[Stored data]
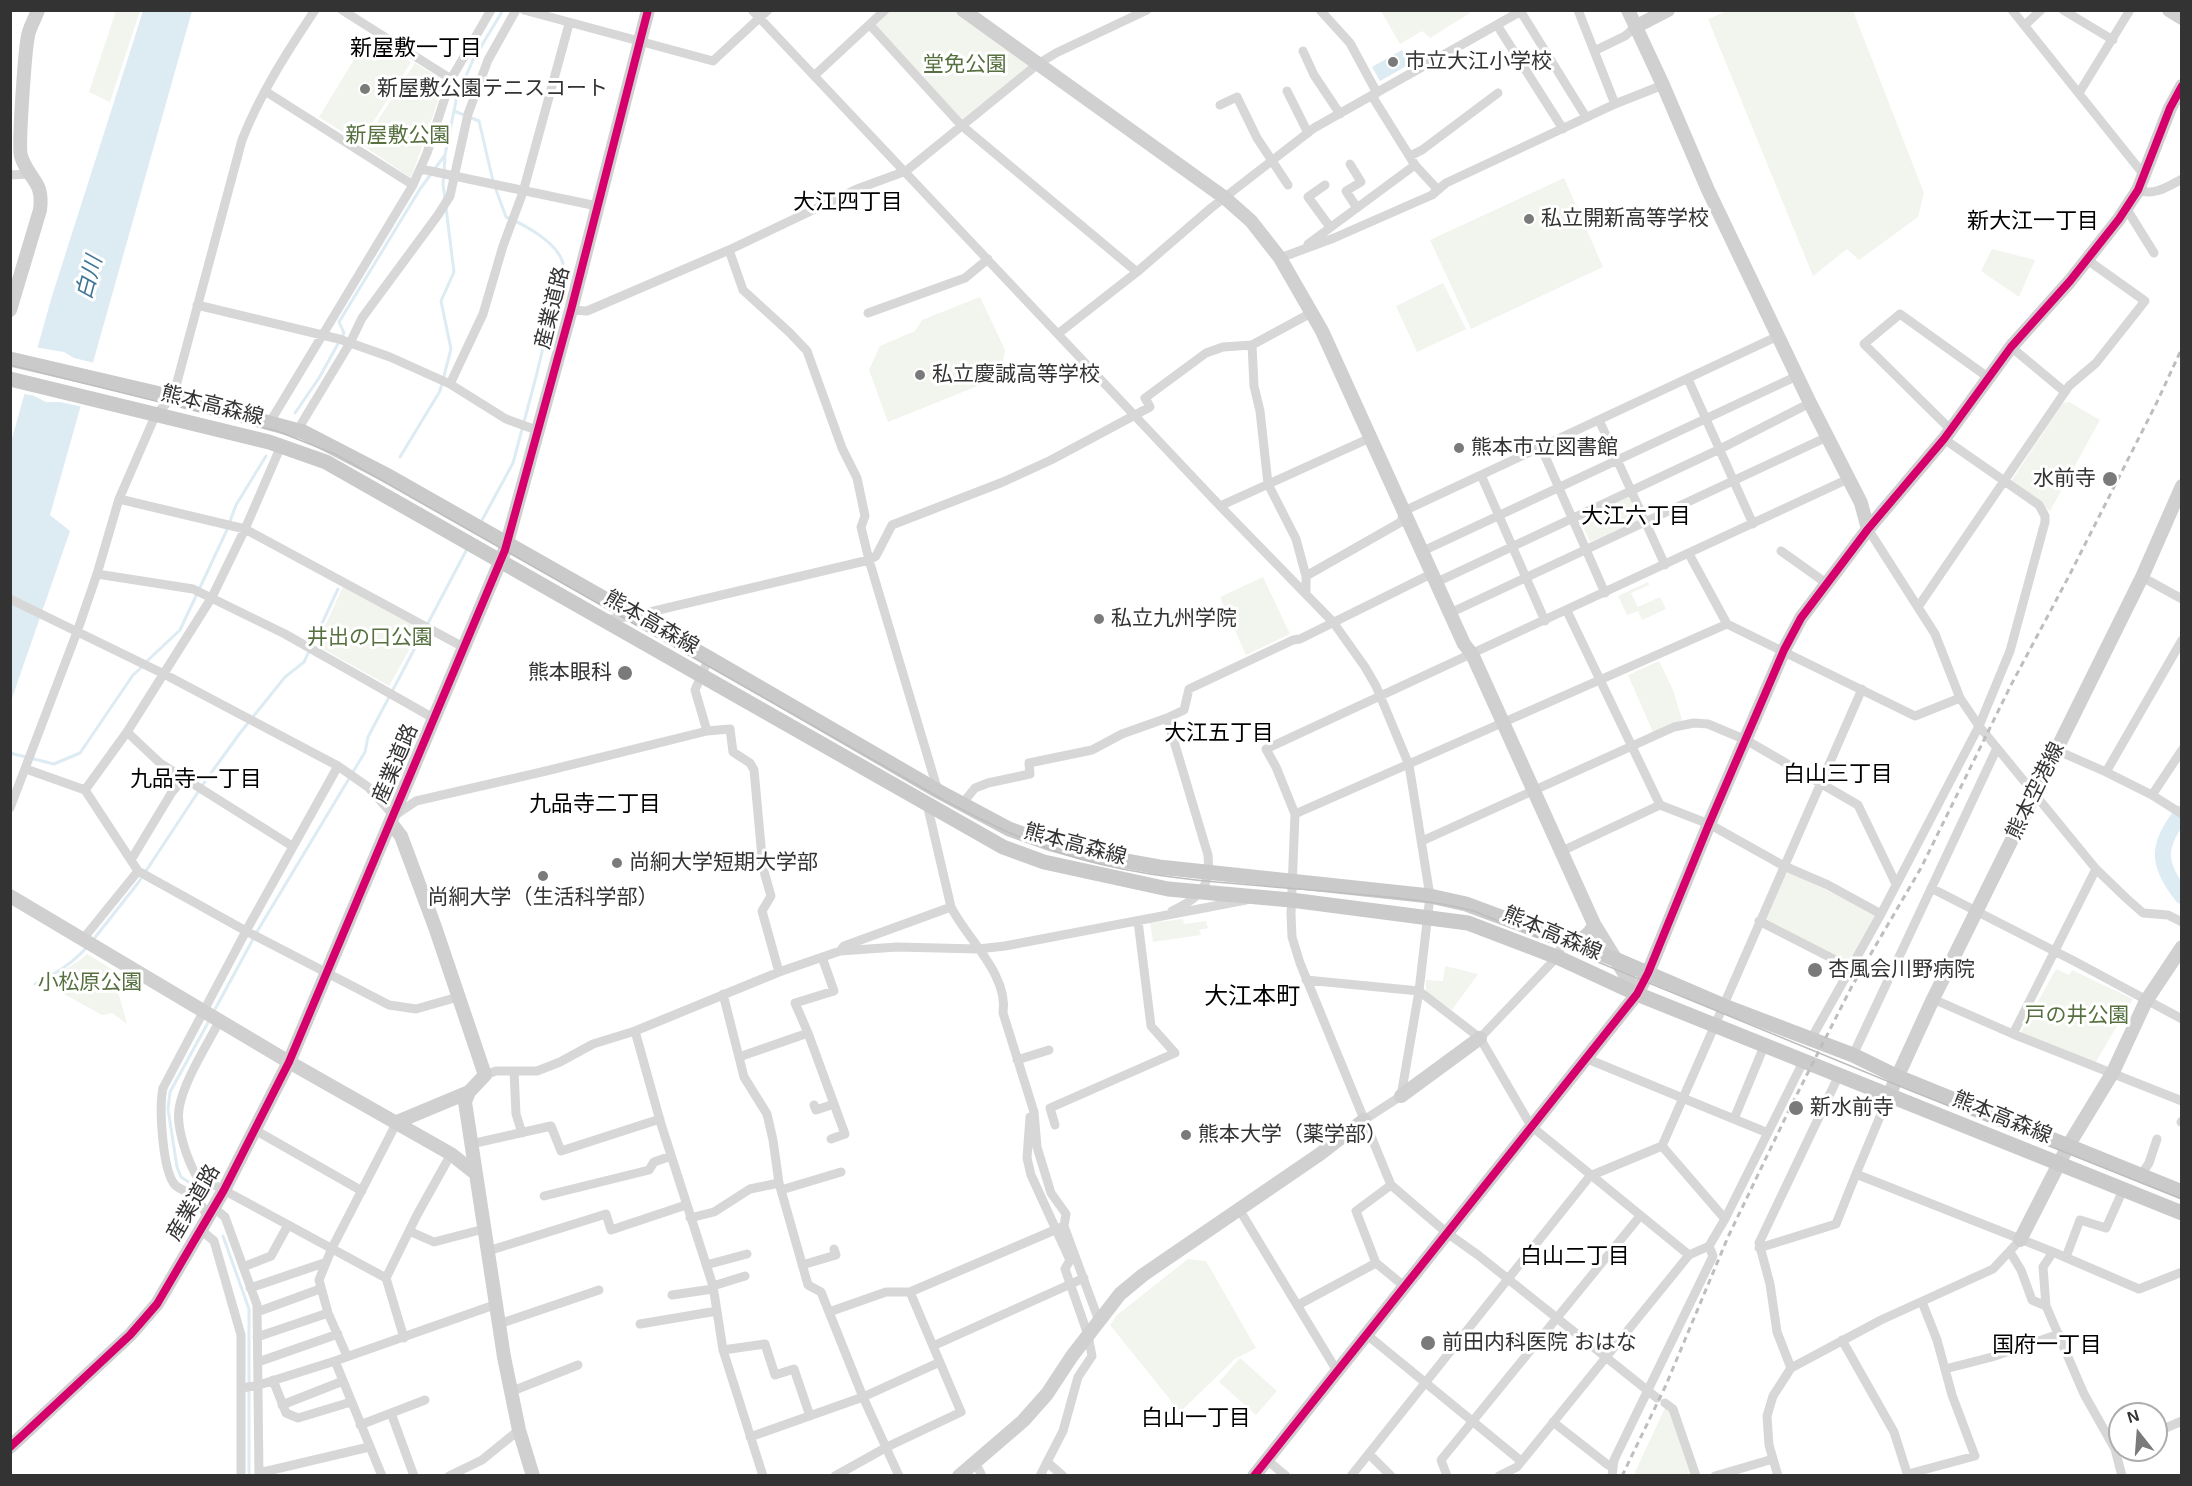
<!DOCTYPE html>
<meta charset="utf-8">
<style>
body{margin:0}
#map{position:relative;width:2192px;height:1486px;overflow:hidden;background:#fff;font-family:Helvetica,sans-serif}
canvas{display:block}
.frame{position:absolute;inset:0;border:12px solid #333;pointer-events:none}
.north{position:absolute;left:2108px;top:1402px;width:60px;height:60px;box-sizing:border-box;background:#fff;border:2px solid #adadad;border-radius:50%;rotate:343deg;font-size:16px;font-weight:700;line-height:24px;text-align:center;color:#333}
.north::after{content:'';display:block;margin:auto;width:21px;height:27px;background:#7a7a7a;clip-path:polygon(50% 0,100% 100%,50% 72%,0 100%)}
</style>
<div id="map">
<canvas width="2192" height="1486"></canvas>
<div class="frame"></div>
<div class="north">N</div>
</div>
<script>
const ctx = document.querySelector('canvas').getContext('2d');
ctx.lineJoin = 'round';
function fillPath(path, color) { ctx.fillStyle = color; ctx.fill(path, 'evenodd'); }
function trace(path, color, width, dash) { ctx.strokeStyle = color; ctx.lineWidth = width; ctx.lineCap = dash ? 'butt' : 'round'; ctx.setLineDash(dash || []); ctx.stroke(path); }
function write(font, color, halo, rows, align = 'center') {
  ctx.font = font + ' Helvetica,"Noto Sans JP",sans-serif'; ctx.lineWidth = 6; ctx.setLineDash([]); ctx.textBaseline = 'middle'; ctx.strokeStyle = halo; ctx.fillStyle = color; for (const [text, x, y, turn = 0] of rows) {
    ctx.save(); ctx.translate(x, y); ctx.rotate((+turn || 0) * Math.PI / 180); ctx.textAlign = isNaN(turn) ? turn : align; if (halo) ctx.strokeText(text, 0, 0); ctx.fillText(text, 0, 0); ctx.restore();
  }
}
const green = new Path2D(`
 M1729,10L1853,11L1924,193L1918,217L1859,260L1847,249L1813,276L1708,19Z
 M116,11H140L110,102L89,92Z
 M889,11H958L1033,64L961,120L874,25Z
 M1469,11L1470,13L1430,38L1422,31L1400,44L1381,11Z
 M369,35L411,62L360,143L319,117Z
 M415,63L445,81L411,178L362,145Z
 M1564,178L1603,267L1471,329L1430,240Z
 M1992,249L2035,260L2019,297L1981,271Z
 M1443,283L1466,329L1417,352L1396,306Z
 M980,297L1005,350L1000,377L888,422L869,370L880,346L915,331L922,320Z
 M2069,402L2100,420L2050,511L2010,483L2063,403Z
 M1631,496L1642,519L1590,542L1580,519Z
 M1263,577L1290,634L1246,655L1220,597Z
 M1648,582L1649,585L1631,593L1638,607L1660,597L1666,609L1642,620L1638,611L1627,615L1618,596Z
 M343,587L421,629L389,686L316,645Z
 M1659,661L1673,690L1682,720L1653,732L1628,675Z
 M1785,870L1876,914L1849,962L1763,919Z
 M1183,919L1184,924L1206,921L1208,928L1199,930L1201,935L1153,942L1150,923Z
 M87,954L123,976L117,988L127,1024L112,1013L102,1015L44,983L80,960Z
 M1445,966L1478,974L1452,1010L1426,992V980L1443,981Z
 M2056,969L2069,975L2072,970L2133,999L2094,1065L2019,1036Z
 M1188,1259L1206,1261L1256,1348L1235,1359L1180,1412L1110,1325L1117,1315Z
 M1240,1358L1277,1391L1256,1415L1219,1382Z
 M1665,1408L1672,1411L1693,1475H1636L1635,1472Z`);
const water = new Path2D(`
 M143,11H192L50,515L70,531L11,701V442L52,296Z
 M1402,50L1410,64L1380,81L1372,67Z`);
const pier = new Path2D(`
 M34,347L64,352L74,358L95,363L83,407L60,402H46L34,396L21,393Z`);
const stream = new Path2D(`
 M454,111L479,121L493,181
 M445,198L443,185L445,157
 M295,413L319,378L344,333L339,322L420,189L445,155L457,96L473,60L503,10
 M400,457L440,391L451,349L441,301L454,272L446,208
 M481,522L513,463L537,373L563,263C557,242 525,225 506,217L495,187
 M146,662L180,630L226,532L236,505L266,456
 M10,753L54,764L80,753L133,675L142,667
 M93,940L138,883L206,780L240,733L285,677L304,662L338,589
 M35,984C54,975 73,963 87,947
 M213,1013L258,930L365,752L368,737L467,549
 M199,1189L181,1177L177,1167L168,1109L170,1092L210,1019
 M223,1236L249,1309V1476`);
const river = new Path2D(`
 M2182,813C2157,846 2156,863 2182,896`);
const street = new Path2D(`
 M342,10L451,79
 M524,10L713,61L768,10
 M752,10L1220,506L1333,622L1365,667L1376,686L1409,765L1430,896L1419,991L1401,1096L1364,1120
 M1320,10L1350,43L1377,93
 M1578,10L1615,104
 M2012,10L2144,175
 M2063,10L2113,40
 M1521,12L1586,117
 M870,25L961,125L1137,272
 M1497,25L1563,129
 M2025,25L2041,10
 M1303,51L1314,75L1340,114
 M1594,51L1625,36L1635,27
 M815,75L885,10
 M265,91L413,185
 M1287,91L1308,133
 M2079,93L2130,10
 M1372,96L1415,165L1438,190
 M1220,105L1237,97L1257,138L1288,185
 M1410,156L1422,150L1498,93
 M1350,164L1361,182L1346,191L1357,208
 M421,169L597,206
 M10,175L29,174
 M1325,185L1308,197L1330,227
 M2138,190C2154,196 2167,187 2182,179
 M2126,208L2154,253
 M1308,244L1415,165
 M729,250L743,290L790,333L807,351L842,448L857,478L865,516L861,527L869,560L938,791
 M1280,258L1334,238L1432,195L1446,183L1615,104L1663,85
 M197,305L339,339L390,357L450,384L506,419L539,431
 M571,310L587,311L729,250L857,189L906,171L1038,64L1056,53L1147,10
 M868,313L965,278L988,259
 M1059,333L1137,272L1211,208L1314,128L1523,10
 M1252,345L1254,386L1260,411L1268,484L1296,539L1306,576
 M2011,347L2065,392
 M1688,379L1753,524
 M450,384L483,314L503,246L523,192L569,24
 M1599,420L1665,565
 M270,422L413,185L427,153L451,79L491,10
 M1951,430L1864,344L1900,314L1989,378
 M297,431L350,343L362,318L438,215L450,196L468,114L488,60L516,10
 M1541,447L1605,593
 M1481,475L1545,621
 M119,499L245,529L465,648
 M1220,506L1370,438
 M1868,529L1935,634L1960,698L1979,726L2096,869L2126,898L2143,913L2168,915L2182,922
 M1423,551L1797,376
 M1781,551L1826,583
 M1689,554L1727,624L1915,716L1960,698
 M97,574L193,589L285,634L435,719
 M2142,577L2182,599
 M1437,582L1720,449L1810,403
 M1306,594V576L1401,522L1404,511L1778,336
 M10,599L164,674L338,766L368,787L394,816L416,801L546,771L707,731L730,729L733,752L750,763L754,770L763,868L771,896L762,911L779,972
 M1918,607L2069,386L2096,363L2145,301L2086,259
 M1567,611L1660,805L1709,824L1784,866L1828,885L1881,914
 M1450,613L1827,437
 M604,620L633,616L869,560L876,556L892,525L1003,482L1051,460L1150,407L1145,398L1206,353L1223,347L1252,345L1311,313
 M2182,640L2106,772L2152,795L2182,814
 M707,731L695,690L709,658
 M127,732L160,763L292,846
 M2056,750L2106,772
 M26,769L85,790L138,871L246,931L389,1005L416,1009L458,997
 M85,790L127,732L212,597L245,529L281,446
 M2152,795L2182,750
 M962,804L975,788L988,783L1030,774L1029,763L1092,750L1122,734L1167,718
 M10,808L77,632L97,574L119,499L156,414L173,397L242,140C260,94 287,52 315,10
 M1295,814L1727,624
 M1422,841L1674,727L1694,723L1708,724L1746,740L1858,805L1896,884
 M1562,851L1660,805
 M131,860L172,792L183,779
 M2096,869L2013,1034L2182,1101
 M1931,888L2074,961L2182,1019
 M1172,911C1201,897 1211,887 1208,855L1167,718L1184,710L1189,689L1293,640L1300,639L1433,573
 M1759,921L1851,968
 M83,939L138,871
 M840,951L844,946L951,907
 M1306,980L1419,991L1480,1038L1531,1126L1689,1255
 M723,994L744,1077L767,1114L773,1140L779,1183L808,1285L821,1292L863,1397L899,1476
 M1933,999L2013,1034
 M220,1020C207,1045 183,1082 179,1109C176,1127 187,1159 196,1175L386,1278
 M635,1031L661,1124L713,1286L723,1350L763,1476
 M808,1033L795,1003L834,991L822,957
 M1480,1038L1557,957L1564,940
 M1811,1039L1881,914L1979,726L2010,651L2045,522V516L2039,505L1944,439
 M1853,1055L1997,748
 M739,1057L808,1033L845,1134L831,1139
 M1585,1058L1768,1133
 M1017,1060L1049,1050
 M514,1071L516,1114L522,1133
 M485,1075L496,1071H537L560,1062L593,1044L635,1031L779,972L840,951L897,947L978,949L1005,946L1246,900
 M814,1105L816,1110L834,1104
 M1030,1117L1027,1158L1031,1175L1070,1260L1065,1269L1088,1335L1092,1356L1078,1377L1063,1431L1047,1462
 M1734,1119L1765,1044
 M2181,1122L2182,1121
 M1055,1125L1050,1108L1175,1053L1151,1026L1138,921
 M255,1130L362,1191
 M471,1144L551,1126L561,1151L660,1119
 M1662,1146L1725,1219
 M1856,1174L1889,1095
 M2141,1175L2149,1163L2157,1139
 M781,1190L841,1172
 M544,1196L649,1170L654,1162L671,1156
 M213,1207L225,1217L257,1305L259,1476
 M1239,1209L1337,1371
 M207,1217C204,1210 201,1201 195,1197C190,1192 180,1190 175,1185C162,1170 159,1106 163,1088L246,931L338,766
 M690,1218L714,1212L750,1189L779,1183
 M1064,1226L1099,1321
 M200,1229L214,1241L241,1335V1476
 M409,1231L434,1242L484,1229
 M1759,1248L1836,1224L1856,1174L2053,1252L2139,1289L2182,1272
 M488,1251L606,1214L611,1230L686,1205
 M2010,1252L2021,1270L2032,1300L2046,1306
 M2053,1252L2043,1267L2046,1306L2084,1394L2115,1449L2122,1476
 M2066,1257L2080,1220L2106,1228L2123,1190
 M1376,1263L1404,1286
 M706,1265L747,1254
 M802,1265L836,1255L834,1249
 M243,1267L271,1256L288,1225
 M713,1286L745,1276
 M250,1288L324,1263
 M672,1295L713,1289
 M1298,1305L1376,1263L1356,1211L1391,1185
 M257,1312L320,1289
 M829,1312L886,1292H910L1064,1226L1066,1214L1051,1193L1037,1147L1034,1112L1003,1013C1009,975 967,939 951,907L927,804
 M499,1324L599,1290
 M640,1324L717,1311
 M1366,1334L1521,1461
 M257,1337L328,1313
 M404,1338L386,1278L417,1215L451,1154
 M1842,1340L1894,1432L1908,1476
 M933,1346L1084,1278
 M723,1350L765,1344L775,1375L794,1369L810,1416
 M347,1356L328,1313L319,1280L332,1248L397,1122
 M335,1361L382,1476
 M258,1362L338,1334
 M1791,1368L1777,1332L1770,1284L1759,1243L1839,1075
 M1945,1369L1992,1357L2059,1334
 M273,1380L286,1413L298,1418L351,1402
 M242,1388L259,1385L335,1361L497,1304
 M510,1392L578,1365
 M1657,1398L1478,1255L1447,1233L1391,1185L1300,963L1292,937L1291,914L1295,814L1276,767L1266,749L1848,479
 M1665,1403L1673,1409L1696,1476
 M282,1405L343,1381
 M391,1413L414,1476
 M1553,1422L1608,1465L1613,1466
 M360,1425L425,1400
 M2156,1432L2182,1421
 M750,1437L863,1397L940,1362
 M1369,1454L1391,1476
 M1267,1460L1286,1476
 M975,1462L982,1476
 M259,1473L369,1447
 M1908,1474L1975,1456L1952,1395L1937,1340L1922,1302
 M449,1476L482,1460L519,1430
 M835,1476L887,1447L961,1412L910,1292
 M1040,1476L1047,1462L1063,1476
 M1351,1476L1590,1176L1662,1146L1862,689
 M1447,1476L1441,1460L1640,1216
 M1499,1476L1517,1467L1689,1255L1709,1246L1725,1219L1804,1060
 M1612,1476L1614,1460L1713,1256L1709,1246
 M1715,1476L1773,1459
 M1778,1476L1769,1445L1767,1416L1773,1396L1791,1368L1881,1320L1993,1269L2020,1240`);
const secondary = new Path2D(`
 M963,10L1225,198L1251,221L1280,258L1322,331L1464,644L1472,654L1594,924L1637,994
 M1628,10L1663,85L1708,190L1810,403L1861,503L1868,529
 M2169,10L2182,18
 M1635,27L1668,10
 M10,310L40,210C44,180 29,181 21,156C18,147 25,50 28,36C29,28 35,19 38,10
 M391,823L401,836L435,927L485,1075L469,1092L465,1102L504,1357L519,1430L533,1476
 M10,896L289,1062L451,1154L475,1173
 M1569,942C1582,939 1589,937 1594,924
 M1889,1095L1933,999L2142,577L2182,486
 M1401,1096L1480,1038
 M397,1122L469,1092
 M2020,1240L2068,1146L2113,1072L2146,1001L2182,947
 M10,1447L130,1335L157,1304L224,1190L289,1062L505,550L571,310L648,10
 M959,1476L1023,1421L1047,1394L1072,1356L1120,1294L1143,1275L1320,1154L1364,1120
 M1254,1476L1637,994L1648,973L1709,824L1784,650L1801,618L1868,529L1944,439L2011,347L2070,281L2119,219L2138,190L2170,108L2182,86`);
const primary = new Path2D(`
 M10,359L173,397L303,432L390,477L709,658L938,791L1009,829L1051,844L1093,855L1159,867L1430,896L1466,904L1617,960L1724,1006L1853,1055L1898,1077L2182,1192
 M10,379L269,442L326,462L1003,847L1044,862L1168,889L1291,900L1468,923L1557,957L1637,994L2182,1213`);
const tram = new Path2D(`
 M10,365L277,431L337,455L942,799C987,823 1031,845 1080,859C1162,882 1250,884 1334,892C1380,897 1429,899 1474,911L1909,1090L2182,1199`);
const rail = new Path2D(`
 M1622,1476L1666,1385L1728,1237L1791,1106L1852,986L1921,868L2010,687L2069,576L2157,402L2182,348`);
const cycleway = new Path2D(`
 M10,1447L130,1335L157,1304L224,1190L289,1062L505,550L571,310L648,10
 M1254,1476L1637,994L1648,973L1709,824L1784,650L1801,618L1868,529L1944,439L2011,347L2070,281L2119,219L2138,190L2170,108L2182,86`);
const markers = [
 [1393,62,6,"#7a7a7a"],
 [365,89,6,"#7a7a7a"],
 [1529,219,6,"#7a7a7a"],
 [920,375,6,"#7a7a7a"],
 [1459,448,6,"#7a7a7a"],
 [2110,479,8,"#7a7a7a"],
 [1099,619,6,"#7a7a7a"],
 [625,673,8,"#7a7a7a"],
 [617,863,6,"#7a7a7a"],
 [543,876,6,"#7a7a7a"],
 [1815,970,8,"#7a7a7a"],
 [1796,1108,8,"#7a7a7a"],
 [1186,1135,6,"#7a7a7a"],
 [1428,1343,8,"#7a7a7a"]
];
const poiNames = [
 ["市立大江小学校",1405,62],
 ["新屋敷公園テニスコート",377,89],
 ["私立開新高等学校",1541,219],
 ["私立慶誠高等学校",932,375],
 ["熊本市立図書館",1471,448],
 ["水前寺",2096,479,"right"],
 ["私立九州学院",1111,619],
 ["熊本眼科",612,673,"right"],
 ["尚絅大学短期大学部",629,863],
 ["尚絅大学（生活科学部）",543,898,"center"],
 ["杏風会川野病院",1828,970],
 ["新水前寺",1810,1108],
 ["熊本大学（薬学部）",1198,1135],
 ["前田内科医院 おはな",1442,1343]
];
const parkNames = [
 ["堂免公園",965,65],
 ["新屋敷公園",398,136],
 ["井出の口公園",370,638],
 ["小松原公園",90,983],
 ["戸の井公園",2077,1016]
];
const streetNames = [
 ["産業道路",553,308,-76],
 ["熊本高森線",212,406,14],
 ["熊本高森線",651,623,30],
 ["産業道路",396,764,-67],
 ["熊本空港線",2036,791,-64],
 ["熊本高森線",1075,845,15],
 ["熊本高森線",1552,934,23],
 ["熊本高森線",2002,1118,22],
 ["産業道路",194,1203,-60]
];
const neighbourhoodNames = [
 ["新屋敷一丁目",416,49],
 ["大江四丁目",848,203],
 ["新大江一丁目",2033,222],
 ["大江六丁目",1636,517],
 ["大江五丁目",1219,734],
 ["白山三丁目",1838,775],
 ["九品寺一丁目",196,780],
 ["九品寺二丁目",595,805],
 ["白山二丁目",1575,1257],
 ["国府一丁目",2047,1346],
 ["白山一丁目",1196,1419]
];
const waterNames = [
 ["白川",90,278,-75]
];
const quarterNames = [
 ["大江本町",1252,997]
];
fillPath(green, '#f1f5ed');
fillPath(water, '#ddebf3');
fillPath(pier, '#fff');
trace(stream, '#ddebf3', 3);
trace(river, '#ddebf3', 16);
trace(street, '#d7d7d7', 9);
trace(secondary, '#d0d0d0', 14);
trace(primary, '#cacaca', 15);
trace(tram, '#bebebe', 1.5);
trace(rail, '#bebebe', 3, [6, 4.5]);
trace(cycleway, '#d6006c', 8);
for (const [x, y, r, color] of markers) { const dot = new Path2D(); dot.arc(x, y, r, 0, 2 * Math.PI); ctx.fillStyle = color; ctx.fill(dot); trace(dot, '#fff', 2); }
write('21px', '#333', '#fff', poiNames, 'left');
write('21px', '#56703f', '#fff', parkNames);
write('21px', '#333', '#fff', streetNames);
write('22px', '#000', '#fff', neighbourhoodNames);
write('italic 22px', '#3f7597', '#fff', waterNames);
write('24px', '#000', '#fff', quarterNames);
</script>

_EXERCISE DETAILS_: Search the entries above for "setLineDash". Show every line that has it.

_RESPONSE FOR THIS EXERCISE_:
function trace(path, color, width, dash) { ctx.strokeStyle = color; ctx.lineWidth = width; ctx.lineCap = dash ? 'butt' : 'round'; ctx.setLineDash(dash || []); ctx.stroke(path); }
  ctx.font = font + ' Helvetica,"Noto Sans JP",sans-serif'; ctx.lineWidth = 6; ctx.setLineDash([]); ctx.textBaseline = 'middle'; ctx.strokeStyle = halo; ctx.fillStyle = color; for (const [text, x, y, turn = 0] of rows) {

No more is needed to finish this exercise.